Structural bases of noncompetitive inhibition of AMPA-subtype ionotropic glutamate receptors by antiepileptic drugs
Published on 09.08.2016 in Neuron
Maria V. Yelshanskaya, Appu K. Singh, Jared M. Sampson, Chamali Narangoda, Maria Kurnikova, Alexander I. Sobolevsky
- Crystal structures reveal binding of antiepileptic drugs to AMPA receptors
- Binding occurs at a novel allosteric site on the ion channel extracellular side
- The drugs are noncompetitive inhibitors acting as wedges to prevent channel opening
- Binding site molecular composition provides a template for synthesis of new drugs
Picture 1. Perampanel bound to AMPA receptor pocket.
Excitatory neurotransmission plays a key role in epileptogenesis.
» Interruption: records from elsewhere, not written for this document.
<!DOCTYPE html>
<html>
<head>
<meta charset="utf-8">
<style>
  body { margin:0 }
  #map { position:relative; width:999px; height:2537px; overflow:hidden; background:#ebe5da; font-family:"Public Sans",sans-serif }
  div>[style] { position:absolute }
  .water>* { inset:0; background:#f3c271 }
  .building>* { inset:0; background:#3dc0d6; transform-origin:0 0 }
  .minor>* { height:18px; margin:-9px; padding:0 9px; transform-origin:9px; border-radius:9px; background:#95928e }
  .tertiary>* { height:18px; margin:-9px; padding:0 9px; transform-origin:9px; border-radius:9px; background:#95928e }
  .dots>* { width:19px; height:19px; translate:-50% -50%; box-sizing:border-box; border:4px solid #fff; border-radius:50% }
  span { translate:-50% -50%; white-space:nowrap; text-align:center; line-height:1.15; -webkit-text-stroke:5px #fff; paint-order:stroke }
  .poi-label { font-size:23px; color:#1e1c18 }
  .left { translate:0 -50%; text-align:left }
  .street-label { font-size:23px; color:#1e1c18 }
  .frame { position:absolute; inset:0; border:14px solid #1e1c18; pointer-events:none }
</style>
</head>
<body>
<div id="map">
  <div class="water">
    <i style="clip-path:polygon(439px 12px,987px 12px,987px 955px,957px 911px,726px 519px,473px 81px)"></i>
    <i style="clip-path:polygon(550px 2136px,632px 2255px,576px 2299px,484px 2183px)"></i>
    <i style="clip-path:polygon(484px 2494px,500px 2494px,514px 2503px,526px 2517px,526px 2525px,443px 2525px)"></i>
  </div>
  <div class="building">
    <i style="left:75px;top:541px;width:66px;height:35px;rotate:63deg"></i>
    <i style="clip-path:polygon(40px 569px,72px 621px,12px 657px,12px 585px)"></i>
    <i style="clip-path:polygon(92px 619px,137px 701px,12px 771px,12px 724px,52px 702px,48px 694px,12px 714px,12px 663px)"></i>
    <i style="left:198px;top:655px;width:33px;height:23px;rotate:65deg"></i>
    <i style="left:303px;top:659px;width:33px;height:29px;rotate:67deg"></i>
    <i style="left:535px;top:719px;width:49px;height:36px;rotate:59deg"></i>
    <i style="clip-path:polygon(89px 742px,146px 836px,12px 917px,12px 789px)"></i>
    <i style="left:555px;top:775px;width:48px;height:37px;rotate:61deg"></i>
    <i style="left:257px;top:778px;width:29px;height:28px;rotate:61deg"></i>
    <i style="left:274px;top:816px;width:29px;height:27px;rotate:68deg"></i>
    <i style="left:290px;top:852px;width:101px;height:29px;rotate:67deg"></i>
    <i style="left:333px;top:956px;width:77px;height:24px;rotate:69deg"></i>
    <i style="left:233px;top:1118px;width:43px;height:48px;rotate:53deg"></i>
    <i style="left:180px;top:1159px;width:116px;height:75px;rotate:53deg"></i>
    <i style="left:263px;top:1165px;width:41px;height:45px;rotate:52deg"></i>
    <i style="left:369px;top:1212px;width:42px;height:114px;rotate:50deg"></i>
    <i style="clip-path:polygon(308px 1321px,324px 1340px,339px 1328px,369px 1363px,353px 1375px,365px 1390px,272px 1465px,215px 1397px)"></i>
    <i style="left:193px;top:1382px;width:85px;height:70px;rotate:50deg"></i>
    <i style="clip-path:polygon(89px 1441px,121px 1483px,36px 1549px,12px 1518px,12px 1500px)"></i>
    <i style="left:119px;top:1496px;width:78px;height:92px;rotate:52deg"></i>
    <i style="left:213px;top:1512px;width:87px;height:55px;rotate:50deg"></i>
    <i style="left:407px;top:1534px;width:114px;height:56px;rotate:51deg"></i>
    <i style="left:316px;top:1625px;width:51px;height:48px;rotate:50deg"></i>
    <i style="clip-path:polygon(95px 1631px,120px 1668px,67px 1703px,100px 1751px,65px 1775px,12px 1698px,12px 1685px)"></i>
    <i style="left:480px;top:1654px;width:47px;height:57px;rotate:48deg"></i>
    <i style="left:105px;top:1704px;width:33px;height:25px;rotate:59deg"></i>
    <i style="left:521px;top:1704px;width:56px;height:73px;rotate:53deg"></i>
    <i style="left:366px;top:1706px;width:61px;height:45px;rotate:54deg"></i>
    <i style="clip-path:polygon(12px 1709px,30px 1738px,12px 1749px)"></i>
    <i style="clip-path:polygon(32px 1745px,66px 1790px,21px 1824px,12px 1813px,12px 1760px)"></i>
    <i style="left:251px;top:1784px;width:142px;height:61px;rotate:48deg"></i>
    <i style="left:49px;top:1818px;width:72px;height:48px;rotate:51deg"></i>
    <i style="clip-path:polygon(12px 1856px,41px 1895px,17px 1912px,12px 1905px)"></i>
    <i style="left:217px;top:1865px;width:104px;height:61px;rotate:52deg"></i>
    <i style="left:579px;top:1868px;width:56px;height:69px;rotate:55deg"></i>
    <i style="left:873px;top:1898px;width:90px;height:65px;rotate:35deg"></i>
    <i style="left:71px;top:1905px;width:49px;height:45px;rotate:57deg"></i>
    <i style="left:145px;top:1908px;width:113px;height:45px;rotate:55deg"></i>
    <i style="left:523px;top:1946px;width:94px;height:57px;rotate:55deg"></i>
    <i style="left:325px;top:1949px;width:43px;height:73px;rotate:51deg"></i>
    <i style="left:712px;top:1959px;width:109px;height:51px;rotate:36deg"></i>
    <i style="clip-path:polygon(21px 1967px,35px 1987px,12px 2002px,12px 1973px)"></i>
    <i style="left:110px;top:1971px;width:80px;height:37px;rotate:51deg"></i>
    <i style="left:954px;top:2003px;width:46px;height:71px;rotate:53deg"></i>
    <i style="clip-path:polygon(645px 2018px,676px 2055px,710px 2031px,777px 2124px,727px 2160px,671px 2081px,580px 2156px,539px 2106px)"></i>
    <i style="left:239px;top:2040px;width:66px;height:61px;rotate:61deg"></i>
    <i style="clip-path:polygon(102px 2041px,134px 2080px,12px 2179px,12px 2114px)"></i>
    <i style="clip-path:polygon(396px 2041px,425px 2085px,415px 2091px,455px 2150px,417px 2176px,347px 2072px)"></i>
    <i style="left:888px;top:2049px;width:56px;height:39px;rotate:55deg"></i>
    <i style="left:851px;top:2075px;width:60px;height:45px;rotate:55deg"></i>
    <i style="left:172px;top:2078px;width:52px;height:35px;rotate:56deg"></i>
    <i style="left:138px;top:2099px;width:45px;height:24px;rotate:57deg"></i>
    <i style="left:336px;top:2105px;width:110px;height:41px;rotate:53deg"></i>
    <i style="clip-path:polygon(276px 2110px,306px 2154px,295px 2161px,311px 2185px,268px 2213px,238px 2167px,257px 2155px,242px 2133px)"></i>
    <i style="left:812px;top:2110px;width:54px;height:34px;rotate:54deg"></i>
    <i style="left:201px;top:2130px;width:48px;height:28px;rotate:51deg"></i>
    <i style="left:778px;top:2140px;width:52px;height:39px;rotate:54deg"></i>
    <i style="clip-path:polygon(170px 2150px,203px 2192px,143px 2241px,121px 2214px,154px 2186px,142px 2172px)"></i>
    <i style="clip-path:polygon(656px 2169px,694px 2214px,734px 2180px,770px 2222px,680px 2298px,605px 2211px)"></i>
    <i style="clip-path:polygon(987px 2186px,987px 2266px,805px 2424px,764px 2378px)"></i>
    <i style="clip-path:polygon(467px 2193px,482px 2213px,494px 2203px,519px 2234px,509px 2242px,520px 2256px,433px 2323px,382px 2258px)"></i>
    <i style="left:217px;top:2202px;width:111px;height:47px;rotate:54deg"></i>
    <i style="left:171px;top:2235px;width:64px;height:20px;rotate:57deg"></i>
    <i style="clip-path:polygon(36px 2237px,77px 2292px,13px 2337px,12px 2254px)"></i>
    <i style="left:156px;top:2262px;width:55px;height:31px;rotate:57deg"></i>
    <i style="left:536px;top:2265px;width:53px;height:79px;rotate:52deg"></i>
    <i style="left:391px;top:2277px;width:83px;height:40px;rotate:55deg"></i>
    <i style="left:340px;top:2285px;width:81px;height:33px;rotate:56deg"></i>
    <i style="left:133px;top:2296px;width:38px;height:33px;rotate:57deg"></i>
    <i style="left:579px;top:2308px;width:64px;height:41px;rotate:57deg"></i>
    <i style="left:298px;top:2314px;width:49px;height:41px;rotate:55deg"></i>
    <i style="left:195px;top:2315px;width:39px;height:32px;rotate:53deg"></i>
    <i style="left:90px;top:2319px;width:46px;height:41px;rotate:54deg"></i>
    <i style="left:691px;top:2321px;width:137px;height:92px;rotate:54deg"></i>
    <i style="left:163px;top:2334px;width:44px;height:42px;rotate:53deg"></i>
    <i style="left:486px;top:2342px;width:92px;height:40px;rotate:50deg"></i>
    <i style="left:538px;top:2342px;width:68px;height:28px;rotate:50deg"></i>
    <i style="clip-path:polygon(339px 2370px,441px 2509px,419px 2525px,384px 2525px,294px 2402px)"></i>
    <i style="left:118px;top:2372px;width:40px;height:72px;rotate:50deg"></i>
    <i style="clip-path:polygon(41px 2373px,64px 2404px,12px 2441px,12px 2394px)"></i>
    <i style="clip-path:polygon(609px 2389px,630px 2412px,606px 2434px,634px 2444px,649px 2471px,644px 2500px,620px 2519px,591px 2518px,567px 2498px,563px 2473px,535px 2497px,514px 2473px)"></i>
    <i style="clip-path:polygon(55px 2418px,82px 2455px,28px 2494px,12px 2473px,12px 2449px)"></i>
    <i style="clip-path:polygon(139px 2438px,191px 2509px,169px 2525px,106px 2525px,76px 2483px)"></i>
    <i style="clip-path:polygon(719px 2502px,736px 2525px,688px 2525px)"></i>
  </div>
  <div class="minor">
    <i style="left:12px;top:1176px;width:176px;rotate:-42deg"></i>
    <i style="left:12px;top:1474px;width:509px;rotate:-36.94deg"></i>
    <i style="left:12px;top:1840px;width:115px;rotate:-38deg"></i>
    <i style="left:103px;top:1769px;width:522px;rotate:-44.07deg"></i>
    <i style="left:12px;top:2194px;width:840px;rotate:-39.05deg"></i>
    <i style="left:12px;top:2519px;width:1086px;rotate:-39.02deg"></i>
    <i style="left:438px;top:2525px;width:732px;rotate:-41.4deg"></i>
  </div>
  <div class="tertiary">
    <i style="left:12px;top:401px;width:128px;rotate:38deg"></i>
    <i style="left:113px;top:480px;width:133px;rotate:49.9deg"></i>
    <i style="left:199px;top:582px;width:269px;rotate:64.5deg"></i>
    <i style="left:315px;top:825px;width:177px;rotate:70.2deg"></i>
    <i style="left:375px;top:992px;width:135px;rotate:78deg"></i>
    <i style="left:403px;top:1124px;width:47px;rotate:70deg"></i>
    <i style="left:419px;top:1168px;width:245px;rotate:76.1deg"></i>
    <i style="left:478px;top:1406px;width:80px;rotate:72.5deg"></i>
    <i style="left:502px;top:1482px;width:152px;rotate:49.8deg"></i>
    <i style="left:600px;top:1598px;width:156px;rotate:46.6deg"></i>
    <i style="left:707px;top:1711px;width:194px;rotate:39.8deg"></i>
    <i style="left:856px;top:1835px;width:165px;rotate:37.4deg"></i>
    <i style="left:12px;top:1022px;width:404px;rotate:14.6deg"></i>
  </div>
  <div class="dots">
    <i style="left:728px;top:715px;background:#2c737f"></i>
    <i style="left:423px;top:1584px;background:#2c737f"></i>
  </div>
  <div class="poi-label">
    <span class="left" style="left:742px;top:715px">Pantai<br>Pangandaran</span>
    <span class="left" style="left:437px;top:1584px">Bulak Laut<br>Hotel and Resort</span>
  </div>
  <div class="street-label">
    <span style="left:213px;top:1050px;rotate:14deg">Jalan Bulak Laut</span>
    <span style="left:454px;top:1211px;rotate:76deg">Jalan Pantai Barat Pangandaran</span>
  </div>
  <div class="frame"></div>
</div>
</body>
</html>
Correspondingly, AMPA-subtype ionotropic glutamate receptors, which mediate the majority of excitatory neurotransmission and contribute to seizure generation and spread, have emerged as promising targets for epilepsy therapy. The most potent and well-tolerated AMPA receptor inhibitors act via a noncompetitive mechanism, but many of them produce adverse side effects. The design of better drugs is hampered by the lack of a structural understanding of noncompetitive inhibition. Here, we report crystal structures of the rat AMPA-subtype GluA2 receptor in complex with three noncompetitive inhibitors. The inhibitors bind to a novel binding site, completely conserved between rat and human, at the interface between the ion channel and linkers connecting it to the ligand-binding domains. We propose that the inhibitors stabilize the AMPA receptor closed state by acting as wedges between the transmembrane segments, thereby preventing gating rearrangements that are necessary for ion channel opening.